About a week ago, someone asked me, “Do you prefer change or do you prefer the status quo?”  Being the good Episcopalian that I am, I answered, “Yes.”

Depending on your experience of me, some will say I prefer and work at change.  Others will say I prefer to maintain the status quo.  Examples of change include leaving the altar rail open at Communion, instituting the 6 a.m. Easter Vigil, and the impending chancel reconfiguration.  Examples of maintaining the status quo include . . . well . . . sometimes you can't recognize that because it's hard to see what you are doing when you've always done it that way.  Observing the status quo sometimes feels like being a fish in water – you don't notice the water until it's gone.

I bring this up because today's gospel is all about change and protecting the status quo.

Jesus and his disciples cross over to the country of the Gerasenes.  Immediately after getting out of the boat Jesus is met by a demoniac.  He is naked.  He lives in the tombs.  He was often kept chained and under guard.  And he knows who Jesus is.  Scripture doesn't tell us exactly how long the man had been possessed, we're only told that it was “a long time.”  Long enough, perhaps, for the city council to pass a resolution mandating all demoniacs live in the tombs, away from the quiet, orderly suburban housing tracts; or maybe away from the downtown corridor that they are trying to revitalize.  Long enough, perhaps, for the people to see this as normal behavior.  Long enough, perhaps, for the situation to become part of the status quo.

Part of that status quo was to keep him separated and apart from the “normal” people.  Part of that status quo was to keep him chained to behavioral expectations placed upon him by the dominant society.  Part of that status quo forced him to live in the tombs, unable to come out into the general society because of who he was.  And then Jesus stepped out of the boat.
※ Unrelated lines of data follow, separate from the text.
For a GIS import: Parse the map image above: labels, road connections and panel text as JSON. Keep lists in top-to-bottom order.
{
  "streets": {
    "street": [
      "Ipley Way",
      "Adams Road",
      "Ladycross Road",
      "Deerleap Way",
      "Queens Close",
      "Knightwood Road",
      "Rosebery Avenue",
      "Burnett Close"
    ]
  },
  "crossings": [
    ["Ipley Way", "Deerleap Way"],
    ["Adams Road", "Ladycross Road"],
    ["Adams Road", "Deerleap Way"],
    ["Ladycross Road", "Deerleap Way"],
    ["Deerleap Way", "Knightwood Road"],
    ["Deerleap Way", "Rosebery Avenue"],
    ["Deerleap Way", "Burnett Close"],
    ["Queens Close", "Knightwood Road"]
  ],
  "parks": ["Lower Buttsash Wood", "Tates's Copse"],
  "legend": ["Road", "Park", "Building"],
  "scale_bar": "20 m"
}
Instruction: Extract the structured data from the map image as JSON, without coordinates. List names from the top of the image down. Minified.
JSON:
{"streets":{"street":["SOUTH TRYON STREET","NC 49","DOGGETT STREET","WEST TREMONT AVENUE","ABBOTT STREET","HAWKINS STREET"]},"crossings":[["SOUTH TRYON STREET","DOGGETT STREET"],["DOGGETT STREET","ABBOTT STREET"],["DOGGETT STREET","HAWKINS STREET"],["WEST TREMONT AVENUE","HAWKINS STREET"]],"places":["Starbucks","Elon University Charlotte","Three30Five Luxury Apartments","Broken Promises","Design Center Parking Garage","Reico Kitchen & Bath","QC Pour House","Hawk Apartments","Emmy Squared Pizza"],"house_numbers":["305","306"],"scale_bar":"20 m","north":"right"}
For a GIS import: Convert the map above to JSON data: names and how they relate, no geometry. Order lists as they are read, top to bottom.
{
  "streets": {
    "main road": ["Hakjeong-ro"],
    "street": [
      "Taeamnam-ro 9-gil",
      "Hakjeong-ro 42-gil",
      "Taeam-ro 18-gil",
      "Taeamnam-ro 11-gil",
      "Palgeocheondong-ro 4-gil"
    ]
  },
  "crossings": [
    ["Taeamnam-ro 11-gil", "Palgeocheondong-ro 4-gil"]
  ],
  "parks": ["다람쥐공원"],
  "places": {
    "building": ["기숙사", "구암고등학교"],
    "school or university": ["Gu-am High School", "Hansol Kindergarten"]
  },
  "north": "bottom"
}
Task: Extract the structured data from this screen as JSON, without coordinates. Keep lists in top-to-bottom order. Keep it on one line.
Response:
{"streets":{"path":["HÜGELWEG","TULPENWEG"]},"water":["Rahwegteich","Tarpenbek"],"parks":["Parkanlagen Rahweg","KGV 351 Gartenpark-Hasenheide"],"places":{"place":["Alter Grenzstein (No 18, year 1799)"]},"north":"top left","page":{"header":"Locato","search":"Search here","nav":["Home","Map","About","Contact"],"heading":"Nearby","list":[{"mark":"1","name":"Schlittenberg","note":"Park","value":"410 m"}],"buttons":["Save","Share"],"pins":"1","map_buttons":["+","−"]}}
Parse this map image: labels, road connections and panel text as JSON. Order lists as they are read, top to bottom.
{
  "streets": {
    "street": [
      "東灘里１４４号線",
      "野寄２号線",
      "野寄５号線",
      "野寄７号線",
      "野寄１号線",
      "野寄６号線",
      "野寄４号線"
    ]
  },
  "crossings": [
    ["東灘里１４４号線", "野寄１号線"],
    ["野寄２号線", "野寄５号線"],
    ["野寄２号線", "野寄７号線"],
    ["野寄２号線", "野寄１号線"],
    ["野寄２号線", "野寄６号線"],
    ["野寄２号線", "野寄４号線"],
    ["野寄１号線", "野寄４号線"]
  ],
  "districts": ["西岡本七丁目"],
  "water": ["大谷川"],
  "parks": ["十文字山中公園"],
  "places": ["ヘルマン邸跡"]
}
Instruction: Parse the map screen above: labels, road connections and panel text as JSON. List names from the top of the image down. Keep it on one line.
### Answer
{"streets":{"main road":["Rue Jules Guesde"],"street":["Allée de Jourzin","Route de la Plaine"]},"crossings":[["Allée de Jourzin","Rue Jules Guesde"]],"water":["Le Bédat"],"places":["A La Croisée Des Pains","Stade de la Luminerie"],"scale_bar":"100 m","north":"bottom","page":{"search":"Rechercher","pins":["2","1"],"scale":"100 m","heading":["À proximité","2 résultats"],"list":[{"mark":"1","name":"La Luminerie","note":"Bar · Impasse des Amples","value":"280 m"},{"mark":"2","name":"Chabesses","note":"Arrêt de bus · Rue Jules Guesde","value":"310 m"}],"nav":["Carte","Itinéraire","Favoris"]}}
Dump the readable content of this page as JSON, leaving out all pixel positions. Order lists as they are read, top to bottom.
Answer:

After his brief encounter with the demoniac, Jesus healed him by sending the demons into a herd of swine that then committed mass suicide.  The swine-herders ran off and told everyone in the area what happened.  All those people then ran back to Jesus where they found the man clothed, in his right mind, sitting with Jesus.  And then the people ask Jesus to leave town.

They ask him to leave not because he healed someone who was a danger to himself and others; they ask him to leave because he upset the status quo.  They ask him to leave because Jesus brought change, and the people couldn't handle that.

Two things about change, and the first has to do with church.  I was talking with a woman last week about change in the church and we both found it ironic that when people say they want change, they really don't mean it.  “We need more people” is often followed by, “as long as I don't have to change pews.”  Or a comment about doing something different to attract people is often followed by, “as long as we don't change the music.”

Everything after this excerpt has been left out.